You can't make that assumption when you realize a bus at double the speed can handle twice the amount of requests with twice the granularity of the bus. Think of it like this: a bus is nothing but a road. A 512 bit wide bus have 512 lanes while a 256 bit wide bus have 256 lanes. The narrower road have traffic that moves at twice that speed. There's always some gaps in the traffic, and the narrower road will present gaps open for traffic twice as often as the wider bus.
It's a give or take between that and what I said. Wider bus does have finer granularity depending of what you understand from granularity in this case.
Following your analogy one of the things I said can be represented as you needing 196 lanes available at the same time to fit in a big vehicle. The 512 lanes one will have those lines available way more often. In the 256 line road you will probably have to stall the traffic in order to be able to fit your 192 wide vehicle. The final performace depends on how many times that will happen. Twice the requests only matters for punctual or aleatory SMALL chunks of data, which are scarce in graphics, and much scarcer in R6xx/7xx/8xx series of cards.

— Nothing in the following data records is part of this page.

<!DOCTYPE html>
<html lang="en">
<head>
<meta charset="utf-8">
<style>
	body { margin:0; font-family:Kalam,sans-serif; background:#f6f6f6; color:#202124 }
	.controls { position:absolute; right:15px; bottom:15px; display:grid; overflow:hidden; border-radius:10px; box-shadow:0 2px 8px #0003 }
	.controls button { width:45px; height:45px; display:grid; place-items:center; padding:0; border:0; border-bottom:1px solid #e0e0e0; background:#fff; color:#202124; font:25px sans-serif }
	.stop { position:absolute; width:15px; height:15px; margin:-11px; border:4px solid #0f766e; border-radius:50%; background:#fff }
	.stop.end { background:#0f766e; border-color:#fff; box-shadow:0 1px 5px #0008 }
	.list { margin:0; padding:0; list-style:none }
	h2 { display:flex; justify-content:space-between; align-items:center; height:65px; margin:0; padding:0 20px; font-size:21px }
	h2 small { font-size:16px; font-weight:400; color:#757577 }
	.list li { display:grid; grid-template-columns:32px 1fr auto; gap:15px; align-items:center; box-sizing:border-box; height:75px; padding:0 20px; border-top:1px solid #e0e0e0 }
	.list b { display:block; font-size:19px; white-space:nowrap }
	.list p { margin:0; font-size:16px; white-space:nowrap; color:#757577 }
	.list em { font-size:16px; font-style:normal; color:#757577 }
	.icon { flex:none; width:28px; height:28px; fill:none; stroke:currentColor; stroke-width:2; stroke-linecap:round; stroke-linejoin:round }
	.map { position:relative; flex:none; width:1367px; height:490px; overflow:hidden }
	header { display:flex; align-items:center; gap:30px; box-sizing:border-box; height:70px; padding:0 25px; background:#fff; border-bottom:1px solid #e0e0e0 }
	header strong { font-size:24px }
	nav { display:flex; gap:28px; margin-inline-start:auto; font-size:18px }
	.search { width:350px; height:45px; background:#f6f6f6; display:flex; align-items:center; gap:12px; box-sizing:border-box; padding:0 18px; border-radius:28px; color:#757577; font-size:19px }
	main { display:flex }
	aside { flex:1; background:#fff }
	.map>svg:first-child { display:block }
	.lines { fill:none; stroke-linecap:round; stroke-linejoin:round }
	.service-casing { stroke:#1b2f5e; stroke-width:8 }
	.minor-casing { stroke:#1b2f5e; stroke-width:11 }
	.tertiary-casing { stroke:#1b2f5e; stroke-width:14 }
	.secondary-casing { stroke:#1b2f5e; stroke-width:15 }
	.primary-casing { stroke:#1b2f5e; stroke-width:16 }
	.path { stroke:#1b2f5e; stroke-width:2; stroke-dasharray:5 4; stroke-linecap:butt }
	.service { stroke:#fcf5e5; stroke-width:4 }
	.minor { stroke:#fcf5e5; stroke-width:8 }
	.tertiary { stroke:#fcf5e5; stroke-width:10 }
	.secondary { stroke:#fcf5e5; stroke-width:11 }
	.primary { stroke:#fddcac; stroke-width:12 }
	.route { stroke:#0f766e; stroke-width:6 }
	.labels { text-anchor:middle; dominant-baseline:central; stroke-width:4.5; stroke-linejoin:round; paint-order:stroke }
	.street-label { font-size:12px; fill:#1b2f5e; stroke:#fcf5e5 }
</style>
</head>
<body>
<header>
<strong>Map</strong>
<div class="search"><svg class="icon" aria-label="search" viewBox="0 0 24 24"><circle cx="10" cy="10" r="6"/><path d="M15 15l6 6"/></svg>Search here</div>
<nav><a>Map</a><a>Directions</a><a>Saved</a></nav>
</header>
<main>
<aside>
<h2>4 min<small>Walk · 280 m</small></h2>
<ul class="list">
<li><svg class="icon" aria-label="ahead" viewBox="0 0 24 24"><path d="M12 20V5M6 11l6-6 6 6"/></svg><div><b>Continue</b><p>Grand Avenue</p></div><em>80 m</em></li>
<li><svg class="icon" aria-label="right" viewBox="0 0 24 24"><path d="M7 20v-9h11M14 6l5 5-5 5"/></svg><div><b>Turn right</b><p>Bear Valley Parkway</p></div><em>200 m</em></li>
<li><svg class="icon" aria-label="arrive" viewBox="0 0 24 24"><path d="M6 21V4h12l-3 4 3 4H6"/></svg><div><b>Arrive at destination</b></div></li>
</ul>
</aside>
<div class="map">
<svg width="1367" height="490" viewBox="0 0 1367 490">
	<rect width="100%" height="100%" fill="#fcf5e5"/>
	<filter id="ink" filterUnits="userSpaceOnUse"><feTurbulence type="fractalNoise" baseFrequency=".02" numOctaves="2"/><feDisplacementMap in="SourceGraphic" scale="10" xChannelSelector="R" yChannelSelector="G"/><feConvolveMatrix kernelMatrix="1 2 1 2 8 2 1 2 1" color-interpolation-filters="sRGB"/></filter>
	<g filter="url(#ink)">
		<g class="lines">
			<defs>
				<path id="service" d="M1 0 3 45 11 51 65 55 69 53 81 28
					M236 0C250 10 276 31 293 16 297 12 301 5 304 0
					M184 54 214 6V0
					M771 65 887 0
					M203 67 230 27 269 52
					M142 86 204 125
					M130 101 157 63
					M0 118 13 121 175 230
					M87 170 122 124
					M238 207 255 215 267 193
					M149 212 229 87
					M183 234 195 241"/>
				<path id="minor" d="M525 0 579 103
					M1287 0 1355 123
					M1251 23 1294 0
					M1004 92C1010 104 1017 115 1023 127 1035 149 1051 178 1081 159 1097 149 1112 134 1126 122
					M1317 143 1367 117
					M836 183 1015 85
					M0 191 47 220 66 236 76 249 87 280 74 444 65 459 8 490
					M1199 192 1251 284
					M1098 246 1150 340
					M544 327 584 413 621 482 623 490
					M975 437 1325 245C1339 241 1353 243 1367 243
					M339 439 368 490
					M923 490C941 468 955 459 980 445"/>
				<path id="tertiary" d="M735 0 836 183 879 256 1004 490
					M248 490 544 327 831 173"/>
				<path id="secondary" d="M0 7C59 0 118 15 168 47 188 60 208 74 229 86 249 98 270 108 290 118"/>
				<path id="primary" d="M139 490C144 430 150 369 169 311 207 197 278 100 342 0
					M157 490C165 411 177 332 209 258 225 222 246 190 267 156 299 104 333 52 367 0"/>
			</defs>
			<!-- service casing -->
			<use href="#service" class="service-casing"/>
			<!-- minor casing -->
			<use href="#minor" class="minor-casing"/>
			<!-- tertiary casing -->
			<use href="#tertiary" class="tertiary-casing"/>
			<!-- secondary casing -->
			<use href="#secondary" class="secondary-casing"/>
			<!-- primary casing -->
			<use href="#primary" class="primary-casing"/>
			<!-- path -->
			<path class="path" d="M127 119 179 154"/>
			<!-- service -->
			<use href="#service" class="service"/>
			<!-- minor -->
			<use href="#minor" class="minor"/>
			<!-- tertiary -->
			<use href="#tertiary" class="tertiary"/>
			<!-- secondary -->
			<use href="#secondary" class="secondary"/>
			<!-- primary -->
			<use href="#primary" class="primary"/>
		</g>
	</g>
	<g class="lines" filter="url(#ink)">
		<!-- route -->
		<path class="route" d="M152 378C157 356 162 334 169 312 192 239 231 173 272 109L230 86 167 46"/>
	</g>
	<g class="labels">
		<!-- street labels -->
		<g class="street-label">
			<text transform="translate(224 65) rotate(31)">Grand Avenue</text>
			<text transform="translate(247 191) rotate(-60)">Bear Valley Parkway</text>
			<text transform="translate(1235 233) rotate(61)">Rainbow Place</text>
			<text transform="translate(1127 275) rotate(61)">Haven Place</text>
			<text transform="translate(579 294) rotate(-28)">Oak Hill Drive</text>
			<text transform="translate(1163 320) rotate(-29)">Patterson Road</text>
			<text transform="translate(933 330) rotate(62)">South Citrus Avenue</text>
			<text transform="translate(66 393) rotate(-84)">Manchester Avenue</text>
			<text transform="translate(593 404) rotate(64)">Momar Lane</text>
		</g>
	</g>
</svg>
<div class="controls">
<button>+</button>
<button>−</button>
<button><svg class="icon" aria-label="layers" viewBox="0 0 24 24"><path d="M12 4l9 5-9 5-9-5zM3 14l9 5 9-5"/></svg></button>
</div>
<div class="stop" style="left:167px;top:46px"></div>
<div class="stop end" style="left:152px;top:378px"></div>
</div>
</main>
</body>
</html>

Aditionally you have free gaps more often, but the amount of them is smaller. Over the time the amount of gaps is the same, which is what matters is the end. The narrower road does have an advantage for punctual accesses but for that to be really advantageous, your acceleration has to be faster (lower latency). Without fast acceleration that would let you access the road faster, the gaps have to be bigger in order for you to be able to enter the lines (bad analogy probably). Latency is almost always comparatively higher on faster memories.
If you want another key factor that favors wider buses (and that also was behind my claim), power consumption is one. When circuits are running close to their clock limits power consumption (and heat, and current leakage and electromigration and probably many other things I can't think of now) grows exponentially. On the other hand increasing bus width increases it almost linearly.
Anyway, my assumtions are not such, because are based on an study I read some years ago that favored 256 bit wide bus against faster 128 bit one on graphics cards back then, with acutal empirical testing.
Of course my claim is not true for ALL buses and all implementations, but it's true in the case of graphics cards. I say this because maybe your problem was with the fact that my claim looked like I said a wider bus is always better, something that I didn't want to say.
DarkMatter,
You ignored the fact that the narrow bus (GDDR5) is much, much faster than the wide bus (GDDR3).
Absolute latency (= time) is what matters, numerical amount of latency cycles is irrelevant.
Actually no. Imagine you have to access 2048 bits of data, with both 256 and 512 bit buses. It will take 4 cycles to the 512 bit one and 8 cycles to 256 one. Now imagine a typical situation where the faster memory has higher numerical amount of latency cycles but runs at twice the speed. Imagine that translates to 4 ns (256 bit) and 5 ns (512bit) latencies (this is typical, like CAS 5 DDR2 and CAS 8 DDR3 for example). That would translate to 256 bit bus having 4*8= 32 ns of acumulated latency versus 5*4 = 20 ns of latency on the wider bus. Of course this is a worst case scenario for the 256 bit one because it implies that both have to access to the memory every cycle, and both find all the data they need in every cycle. In buffered situations the issue mentioned above loses importance, but it's still present to some extent, making the wider bus inherently better in that respect.
There's another situation, the one relevant to what Scyphe said. And that's when the buses have to access tons of small chunks of data. In this situation the slower wider bus is in a dissadvantage, because availavility of the bus is much more important than the amount of data it can carry. But this situation is extremely rare in buffered memories and much more in graphics cards, where data is usually big and coherent with the surrounding. For example vertex will have X, Y, Z components and pixels will have R, G , B, A.
The end result is a mix of those two extremes, between the need of more space or more availability. Stadistic science says that it is easier to fit (you can fit more) big things into big continents. So when data chunk is big enough, and in graphics they are, a wider bus is better.
@ both: I never said it is much better anyway. I would say the difference is within a 5% difference, but it IS esentially and stadistically better.